The Global Outlook on Financing Sustainable Development 2025: Towards a More Resilient and Inclusive Architecture indicates that while total external financing to developing nations reached USD 5.24 trillion in 2022, this amount falls significantly short of the USD 9.24 trillion required annually to fulfill the 2030 Agenda.
From 2015 to 2022, financing needs surged by 36 percent, largely driven by climate change and geopolitical uncertainties. In contrast, resources provided only grew by 22 percent during this period, resulting in a staggering 60 percent financing gap. If major reforms to the international financial architecture are not reached this year, the report forecasts that the financing gap could widen to USD 6.4 trillion by 2030.
“The development financing gap is manageable. The real challenge is to mobilize resources on a large scale and direct financial assets into transformative investments like clean energy and sustainable infrastructure,” stated an OECD representative.
The report, issued prior to the upcoming Conference on Financing for Development in Seville, emphasizes the need to refresh the financing framework for post-2025 to better allocate global capital, balancing ambition with practicality in addressing sustainable development goals. It highlights that inclusive governance and policy coherence are vital for overcoming obstacles, as inconsistencies in decision-making and resource distribution hinder global collaboration and trust.

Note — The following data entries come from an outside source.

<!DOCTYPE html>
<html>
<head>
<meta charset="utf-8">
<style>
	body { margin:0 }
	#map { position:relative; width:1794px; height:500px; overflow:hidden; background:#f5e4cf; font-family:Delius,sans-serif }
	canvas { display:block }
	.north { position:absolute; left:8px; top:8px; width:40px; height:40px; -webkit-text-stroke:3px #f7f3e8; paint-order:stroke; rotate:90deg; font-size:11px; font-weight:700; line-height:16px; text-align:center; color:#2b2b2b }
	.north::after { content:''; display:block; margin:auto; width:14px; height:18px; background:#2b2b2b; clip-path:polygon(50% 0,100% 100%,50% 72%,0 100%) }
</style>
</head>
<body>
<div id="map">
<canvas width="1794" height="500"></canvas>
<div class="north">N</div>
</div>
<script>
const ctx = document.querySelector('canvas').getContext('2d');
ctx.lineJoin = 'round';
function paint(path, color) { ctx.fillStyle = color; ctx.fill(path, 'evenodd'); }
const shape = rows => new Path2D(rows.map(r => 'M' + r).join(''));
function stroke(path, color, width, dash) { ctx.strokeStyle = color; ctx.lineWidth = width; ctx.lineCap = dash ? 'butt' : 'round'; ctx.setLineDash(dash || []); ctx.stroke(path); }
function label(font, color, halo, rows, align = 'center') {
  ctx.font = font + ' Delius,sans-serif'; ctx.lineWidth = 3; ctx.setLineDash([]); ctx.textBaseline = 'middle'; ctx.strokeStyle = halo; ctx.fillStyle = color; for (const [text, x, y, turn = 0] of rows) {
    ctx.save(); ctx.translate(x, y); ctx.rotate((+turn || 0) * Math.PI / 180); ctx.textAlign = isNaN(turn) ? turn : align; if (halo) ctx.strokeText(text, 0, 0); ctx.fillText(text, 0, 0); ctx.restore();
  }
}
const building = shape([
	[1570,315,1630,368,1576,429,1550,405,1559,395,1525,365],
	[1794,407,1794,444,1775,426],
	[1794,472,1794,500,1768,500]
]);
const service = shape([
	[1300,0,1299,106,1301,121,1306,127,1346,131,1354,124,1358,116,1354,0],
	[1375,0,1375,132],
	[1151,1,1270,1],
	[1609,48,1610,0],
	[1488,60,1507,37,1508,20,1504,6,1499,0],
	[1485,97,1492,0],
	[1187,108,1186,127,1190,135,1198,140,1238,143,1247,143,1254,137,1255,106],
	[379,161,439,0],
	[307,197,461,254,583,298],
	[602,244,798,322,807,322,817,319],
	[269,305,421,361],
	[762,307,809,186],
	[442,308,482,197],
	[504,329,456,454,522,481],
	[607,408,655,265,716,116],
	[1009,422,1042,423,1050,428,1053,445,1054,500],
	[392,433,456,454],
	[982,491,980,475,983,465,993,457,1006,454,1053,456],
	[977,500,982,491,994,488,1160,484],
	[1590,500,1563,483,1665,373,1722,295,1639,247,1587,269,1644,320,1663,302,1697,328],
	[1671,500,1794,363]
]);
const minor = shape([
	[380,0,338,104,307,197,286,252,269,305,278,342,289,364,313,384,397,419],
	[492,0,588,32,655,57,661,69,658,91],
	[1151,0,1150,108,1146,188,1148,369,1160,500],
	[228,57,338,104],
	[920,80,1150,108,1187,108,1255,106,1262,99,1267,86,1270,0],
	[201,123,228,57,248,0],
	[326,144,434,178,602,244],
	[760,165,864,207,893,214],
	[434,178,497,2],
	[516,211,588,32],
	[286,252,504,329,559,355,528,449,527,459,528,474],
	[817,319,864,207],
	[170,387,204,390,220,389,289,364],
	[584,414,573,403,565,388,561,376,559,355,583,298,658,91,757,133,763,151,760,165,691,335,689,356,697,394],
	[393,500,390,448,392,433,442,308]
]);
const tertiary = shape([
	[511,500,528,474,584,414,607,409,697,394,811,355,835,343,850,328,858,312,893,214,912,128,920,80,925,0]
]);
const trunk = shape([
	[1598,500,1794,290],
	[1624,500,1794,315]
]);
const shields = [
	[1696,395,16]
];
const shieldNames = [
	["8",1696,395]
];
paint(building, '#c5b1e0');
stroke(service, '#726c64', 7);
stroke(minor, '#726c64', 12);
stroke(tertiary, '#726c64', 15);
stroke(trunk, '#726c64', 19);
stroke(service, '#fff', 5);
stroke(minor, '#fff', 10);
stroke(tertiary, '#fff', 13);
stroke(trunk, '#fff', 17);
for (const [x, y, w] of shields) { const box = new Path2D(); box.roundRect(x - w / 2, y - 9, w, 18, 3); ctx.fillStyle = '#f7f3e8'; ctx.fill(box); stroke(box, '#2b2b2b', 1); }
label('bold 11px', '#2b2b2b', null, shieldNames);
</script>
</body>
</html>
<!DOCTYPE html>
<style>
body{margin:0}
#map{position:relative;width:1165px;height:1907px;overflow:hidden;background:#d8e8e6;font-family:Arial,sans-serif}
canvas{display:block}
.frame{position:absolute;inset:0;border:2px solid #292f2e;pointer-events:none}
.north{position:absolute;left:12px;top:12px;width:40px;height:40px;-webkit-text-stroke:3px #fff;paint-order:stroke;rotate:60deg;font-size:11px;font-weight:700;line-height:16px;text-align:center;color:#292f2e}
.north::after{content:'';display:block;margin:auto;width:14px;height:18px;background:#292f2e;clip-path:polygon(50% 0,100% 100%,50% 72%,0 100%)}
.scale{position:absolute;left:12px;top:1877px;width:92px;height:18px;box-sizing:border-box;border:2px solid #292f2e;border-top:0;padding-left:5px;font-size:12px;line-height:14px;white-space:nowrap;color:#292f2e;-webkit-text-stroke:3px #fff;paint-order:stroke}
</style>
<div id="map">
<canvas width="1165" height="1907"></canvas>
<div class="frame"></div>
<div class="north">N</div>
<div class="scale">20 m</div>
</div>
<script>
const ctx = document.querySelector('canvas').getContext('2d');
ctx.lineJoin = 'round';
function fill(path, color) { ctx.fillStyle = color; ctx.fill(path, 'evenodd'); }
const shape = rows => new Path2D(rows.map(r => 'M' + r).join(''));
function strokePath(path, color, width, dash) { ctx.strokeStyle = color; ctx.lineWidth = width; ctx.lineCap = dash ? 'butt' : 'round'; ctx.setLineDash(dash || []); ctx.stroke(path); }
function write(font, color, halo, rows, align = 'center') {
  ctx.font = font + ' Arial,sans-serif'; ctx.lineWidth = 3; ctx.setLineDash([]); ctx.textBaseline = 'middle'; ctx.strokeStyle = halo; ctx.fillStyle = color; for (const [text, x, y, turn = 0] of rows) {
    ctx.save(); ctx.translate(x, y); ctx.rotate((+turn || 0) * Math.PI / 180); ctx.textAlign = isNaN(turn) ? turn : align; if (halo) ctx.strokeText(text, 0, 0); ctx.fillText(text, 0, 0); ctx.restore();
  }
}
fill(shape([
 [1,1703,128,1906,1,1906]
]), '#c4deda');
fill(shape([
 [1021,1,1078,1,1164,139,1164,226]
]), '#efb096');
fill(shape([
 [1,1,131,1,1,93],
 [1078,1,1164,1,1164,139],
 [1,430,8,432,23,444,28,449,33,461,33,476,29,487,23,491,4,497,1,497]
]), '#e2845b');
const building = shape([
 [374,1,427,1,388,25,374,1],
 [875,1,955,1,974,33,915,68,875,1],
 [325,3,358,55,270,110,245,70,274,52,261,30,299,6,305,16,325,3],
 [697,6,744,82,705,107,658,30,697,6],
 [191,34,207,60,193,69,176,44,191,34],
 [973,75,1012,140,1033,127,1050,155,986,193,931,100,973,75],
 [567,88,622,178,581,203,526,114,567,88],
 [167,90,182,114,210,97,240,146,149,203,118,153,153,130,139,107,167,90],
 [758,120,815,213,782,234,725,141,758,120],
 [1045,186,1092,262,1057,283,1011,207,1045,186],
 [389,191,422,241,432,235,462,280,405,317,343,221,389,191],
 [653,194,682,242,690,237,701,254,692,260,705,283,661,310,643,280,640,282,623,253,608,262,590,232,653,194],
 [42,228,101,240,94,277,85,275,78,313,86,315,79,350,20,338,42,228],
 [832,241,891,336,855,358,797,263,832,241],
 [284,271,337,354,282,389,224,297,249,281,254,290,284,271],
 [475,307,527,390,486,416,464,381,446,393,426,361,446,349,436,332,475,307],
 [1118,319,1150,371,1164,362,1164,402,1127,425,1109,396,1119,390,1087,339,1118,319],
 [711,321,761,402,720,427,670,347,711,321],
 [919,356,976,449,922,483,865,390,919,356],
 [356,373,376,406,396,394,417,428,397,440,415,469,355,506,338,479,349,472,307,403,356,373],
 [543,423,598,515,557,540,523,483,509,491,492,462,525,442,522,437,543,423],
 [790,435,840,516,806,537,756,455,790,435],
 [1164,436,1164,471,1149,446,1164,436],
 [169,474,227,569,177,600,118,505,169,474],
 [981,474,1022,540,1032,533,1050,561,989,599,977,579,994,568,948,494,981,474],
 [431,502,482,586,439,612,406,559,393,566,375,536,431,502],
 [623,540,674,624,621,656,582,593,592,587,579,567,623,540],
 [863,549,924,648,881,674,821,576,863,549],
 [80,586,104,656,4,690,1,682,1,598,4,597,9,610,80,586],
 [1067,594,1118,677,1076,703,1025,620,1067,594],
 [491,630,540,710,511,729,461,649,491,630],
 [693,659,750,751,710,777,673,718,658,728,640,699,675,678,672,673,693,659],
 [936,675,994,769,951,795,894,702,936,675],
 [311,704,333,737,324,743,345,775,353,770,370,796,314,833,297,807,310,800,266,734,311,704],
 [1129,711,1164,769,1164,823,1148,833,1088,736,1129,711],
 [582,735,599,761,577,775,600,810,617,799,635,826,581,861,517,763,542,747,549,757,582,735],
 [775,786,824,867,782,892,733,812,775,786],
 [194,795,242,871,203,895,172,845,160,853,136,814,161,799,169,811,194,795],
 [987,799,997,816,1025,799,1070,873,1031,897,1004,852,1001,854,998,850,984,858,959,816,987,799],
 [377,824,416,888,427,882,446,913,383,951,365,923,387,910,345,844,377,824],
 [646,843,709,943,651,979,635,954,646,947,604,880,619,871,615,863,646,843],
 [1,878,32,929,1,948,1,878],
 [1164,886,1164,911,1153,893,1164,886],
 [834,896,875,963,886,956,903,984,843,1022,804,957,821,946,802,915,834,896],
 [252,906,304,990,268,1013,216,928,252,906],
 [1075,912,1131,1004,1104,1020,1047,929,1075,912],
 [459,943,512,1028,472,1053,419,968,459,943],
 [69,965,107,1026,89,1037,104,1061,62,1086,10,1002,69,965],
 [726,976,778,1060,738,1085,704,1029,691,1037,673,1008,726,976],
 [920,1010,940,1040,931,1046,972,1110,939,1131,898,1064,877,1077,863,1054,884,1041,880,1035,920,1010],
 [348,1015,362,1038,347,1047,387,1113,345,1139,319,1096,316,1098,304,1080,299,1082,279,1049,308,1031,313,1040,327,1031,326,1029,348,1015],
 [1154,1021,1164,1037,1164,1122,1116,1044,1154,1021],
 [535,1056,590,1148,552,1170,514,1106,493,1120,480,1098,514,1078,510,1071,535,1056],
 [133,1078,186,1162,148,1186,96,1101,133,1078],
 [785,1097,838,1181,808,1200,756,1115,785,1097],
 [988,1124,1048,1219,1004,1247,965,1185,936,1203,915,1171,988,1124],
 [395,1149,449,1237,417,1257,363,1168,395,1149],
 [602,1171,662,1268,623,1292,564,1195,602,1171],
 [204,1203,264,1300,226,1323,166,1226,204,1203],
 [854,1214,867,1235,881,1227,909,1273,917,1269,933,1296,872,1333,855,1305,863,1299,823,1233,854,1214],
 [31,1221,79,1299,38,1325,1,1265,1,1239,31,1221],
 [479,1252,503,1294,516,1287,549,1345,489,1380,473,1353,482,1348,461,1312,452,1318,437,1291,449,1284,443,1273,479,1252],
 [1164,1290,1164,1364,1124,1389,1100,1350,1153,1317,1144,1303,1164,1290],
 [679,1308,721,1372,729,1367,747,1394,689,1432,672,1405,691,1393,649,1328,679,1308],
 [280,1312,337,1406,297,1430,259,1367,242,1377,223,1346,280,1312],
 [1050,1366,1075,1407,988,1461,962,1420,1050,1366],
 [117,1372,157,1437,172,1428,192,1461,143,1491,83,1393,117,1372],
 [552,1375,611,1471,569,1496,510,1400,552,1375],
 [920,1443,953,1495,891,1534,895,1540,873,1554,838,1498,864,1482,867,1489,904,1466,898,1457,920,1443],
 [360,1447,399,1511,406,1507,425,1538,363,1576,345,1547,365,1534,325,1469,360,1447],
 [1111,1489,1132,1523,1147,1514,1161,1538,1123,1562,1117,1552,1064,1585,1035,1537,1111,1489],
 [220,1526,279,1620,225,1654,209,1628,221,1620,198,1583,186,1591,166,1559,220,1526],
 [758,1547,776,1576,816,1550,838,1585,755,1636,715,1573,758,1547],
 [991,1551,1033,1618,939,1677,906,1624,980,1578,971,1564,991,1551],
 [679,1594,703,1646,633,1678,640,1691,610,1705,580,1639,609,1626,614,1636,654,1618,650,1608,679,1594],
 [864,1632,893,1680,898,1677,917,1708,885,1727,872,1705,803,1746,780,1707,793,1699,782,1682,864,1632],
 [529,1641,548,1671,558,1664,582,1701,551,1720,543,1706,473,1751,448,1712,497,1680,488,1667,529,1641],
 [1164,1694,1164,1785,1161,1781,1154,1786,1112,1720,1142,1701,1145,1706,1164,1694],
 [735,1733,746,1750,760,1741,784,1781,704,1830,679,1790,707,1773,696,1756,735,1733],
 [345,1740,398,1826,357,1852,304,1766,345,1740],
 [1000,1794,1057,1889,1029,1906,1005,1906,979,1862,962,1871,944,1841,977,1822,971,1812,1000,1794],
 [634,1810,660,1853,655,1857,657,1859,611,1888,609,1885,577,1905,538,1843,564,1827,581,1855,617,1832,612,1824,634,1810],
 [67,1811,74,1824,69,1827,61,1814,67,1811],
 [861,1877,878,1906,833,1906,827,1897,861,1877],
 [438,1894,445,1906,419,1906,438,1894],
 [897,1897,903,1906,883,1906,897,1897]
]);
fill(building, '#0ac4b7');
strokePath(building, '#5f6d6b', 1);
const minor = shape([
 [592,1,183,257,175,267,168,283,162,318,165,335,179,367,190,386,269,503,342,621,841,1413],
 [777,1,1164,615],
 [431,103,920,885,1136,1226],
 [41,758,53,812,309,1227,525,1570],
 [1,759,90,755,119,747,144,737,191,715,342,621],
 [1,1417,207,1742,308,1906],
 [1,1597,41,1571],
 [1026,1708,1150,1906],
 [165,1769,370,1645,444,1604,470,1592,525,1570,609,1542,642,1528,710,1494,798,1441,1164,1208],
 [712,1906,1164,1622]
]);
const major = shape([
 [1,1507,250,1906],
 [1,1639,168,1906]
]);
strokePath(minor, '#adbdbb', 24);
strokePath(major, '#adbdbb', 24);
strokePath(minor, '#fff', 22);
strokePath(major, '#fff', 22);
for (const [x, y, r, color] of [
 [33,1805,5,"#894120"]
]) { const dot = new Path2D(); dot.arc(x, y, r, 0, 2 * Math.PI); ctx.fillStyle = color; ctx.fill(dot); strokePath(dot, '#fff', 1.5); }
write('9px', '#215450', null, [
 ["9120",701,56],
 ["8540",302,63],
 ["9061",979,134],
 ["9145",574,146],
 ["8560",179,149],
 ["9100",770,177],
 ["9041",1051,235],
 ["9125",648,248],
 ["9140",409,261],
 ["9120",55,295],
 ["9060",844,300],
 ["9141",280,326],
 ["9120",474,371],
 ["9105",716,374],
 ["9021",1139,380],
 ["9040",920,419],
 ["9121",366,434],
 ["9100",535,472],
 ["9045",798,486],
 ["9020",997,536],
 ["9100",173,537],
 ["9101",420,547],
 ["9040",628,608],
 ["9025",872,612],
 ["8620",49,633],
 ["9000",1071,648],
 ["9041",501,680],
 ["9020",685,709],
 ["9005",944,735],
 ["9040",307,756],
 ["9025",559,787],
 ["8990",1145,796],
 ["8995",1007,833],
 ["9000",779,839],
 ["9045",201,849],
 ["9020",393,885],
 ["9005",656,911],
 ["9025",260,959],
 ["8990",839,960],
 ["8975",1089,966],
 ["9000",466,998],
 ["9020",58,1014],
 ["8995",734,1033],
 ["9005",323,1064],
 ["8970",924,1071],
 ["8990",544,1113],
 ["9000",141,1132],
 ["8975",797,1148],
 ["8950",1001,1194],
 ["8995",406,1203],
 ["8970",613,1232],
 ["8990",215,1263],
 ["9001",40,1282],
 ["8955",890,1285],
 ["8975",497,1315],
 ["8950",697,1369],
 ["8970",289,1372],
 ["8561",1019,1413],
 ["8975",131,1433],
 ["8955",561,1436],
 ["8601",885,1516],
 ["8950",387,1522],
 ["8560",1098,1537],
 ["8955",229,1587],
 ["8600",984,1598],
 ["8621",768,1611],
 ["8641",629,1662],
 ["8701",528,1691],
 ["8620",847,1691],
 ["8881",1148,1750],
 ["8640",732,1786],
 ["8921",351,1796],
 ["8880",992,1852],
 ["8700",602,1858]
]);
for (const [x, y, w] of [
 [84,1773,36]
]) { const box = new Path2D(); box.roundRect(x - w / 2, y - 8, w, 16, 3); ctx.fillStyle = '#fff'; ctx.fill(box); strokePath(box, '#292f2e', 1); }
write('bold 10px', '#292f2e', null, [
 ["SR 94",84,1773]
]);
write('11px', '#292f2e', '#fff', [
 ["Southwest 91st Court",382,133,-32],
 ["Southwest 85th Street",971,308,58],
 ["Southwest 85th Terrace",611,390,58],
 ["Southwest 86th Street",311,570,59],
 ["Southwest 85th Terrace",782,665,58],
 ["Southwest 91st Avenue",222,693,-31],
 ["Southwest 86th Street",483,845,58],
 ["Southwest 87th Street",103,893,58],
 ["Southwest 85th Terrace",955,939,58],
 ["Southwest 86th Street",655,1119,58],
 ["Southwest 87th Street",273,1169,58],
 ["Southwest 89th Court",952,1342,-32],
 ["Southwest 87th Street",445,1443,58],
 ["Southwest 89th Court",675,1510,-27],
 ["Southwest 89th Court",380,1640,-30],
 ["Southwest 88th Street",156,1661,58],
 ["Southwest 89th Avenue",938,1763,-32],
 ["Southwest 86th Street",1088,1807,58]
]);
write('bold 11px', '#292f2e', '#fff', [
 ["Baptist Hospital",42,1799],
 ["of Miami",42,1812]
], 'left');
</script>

Despite a recovery from the COVID-19 pandemic, financing for sustainable development remains inadequate to meet escalating requirements. The report notes that official development assistance (ODA) reached an all-time high of USD 223.3 billion in 2023 among OECD members, but further commitments are essential to adequately support partner countries, particularly in clean energy investment.
Remittances continue to be the leading source of external financial flows to developing countries, showing over a 30 percent increase since 2015, totaling USD 476 billion in 2023. However, transfer fees remain double the Sustainable Development Goals (SDGs) target of 3 percent, costing households sending and receiving these funds approximately USD 16 billion annually.
Effective domestic resource mobilization is crucial for state functionality, yet low-income countries reported a tax-to-GDP ratio of just 11.44 percent in 2022, below the recommended 15 percent threshold.
In addition, debt burdens in developing nations are escalating. Between 2015 and 2024, the number of countries experiencing debt distress increased from 16 to 24, with those at high risk rising from three to 11.
As the economic divide between affluent and impoverished nations grows, the report advocates for renewed action to revamp the development financing system, ensuring funds align more effectively with sustainable development initiatives. Currently, there are USD 461 trillion in global financial assets, enough to cover the gap 115 times over. However, the misallocation of these resources—such as the USD 1.53 trillion subsidized for fossil fuels in 2022—must be redirected to meet the 2030 Agenda.
To boost accountability and transparency in resource allocation, the report also calls for the enhancement of the global financing for development monitoring system, aiming to rebuild trust among nations.
The Global Outlook lays the groundwork for discussions at the Fourth International Conference on Financing for Development in Seville, where countries will negotiate reforms to the global financing architecture to assist in implementing the SDGs.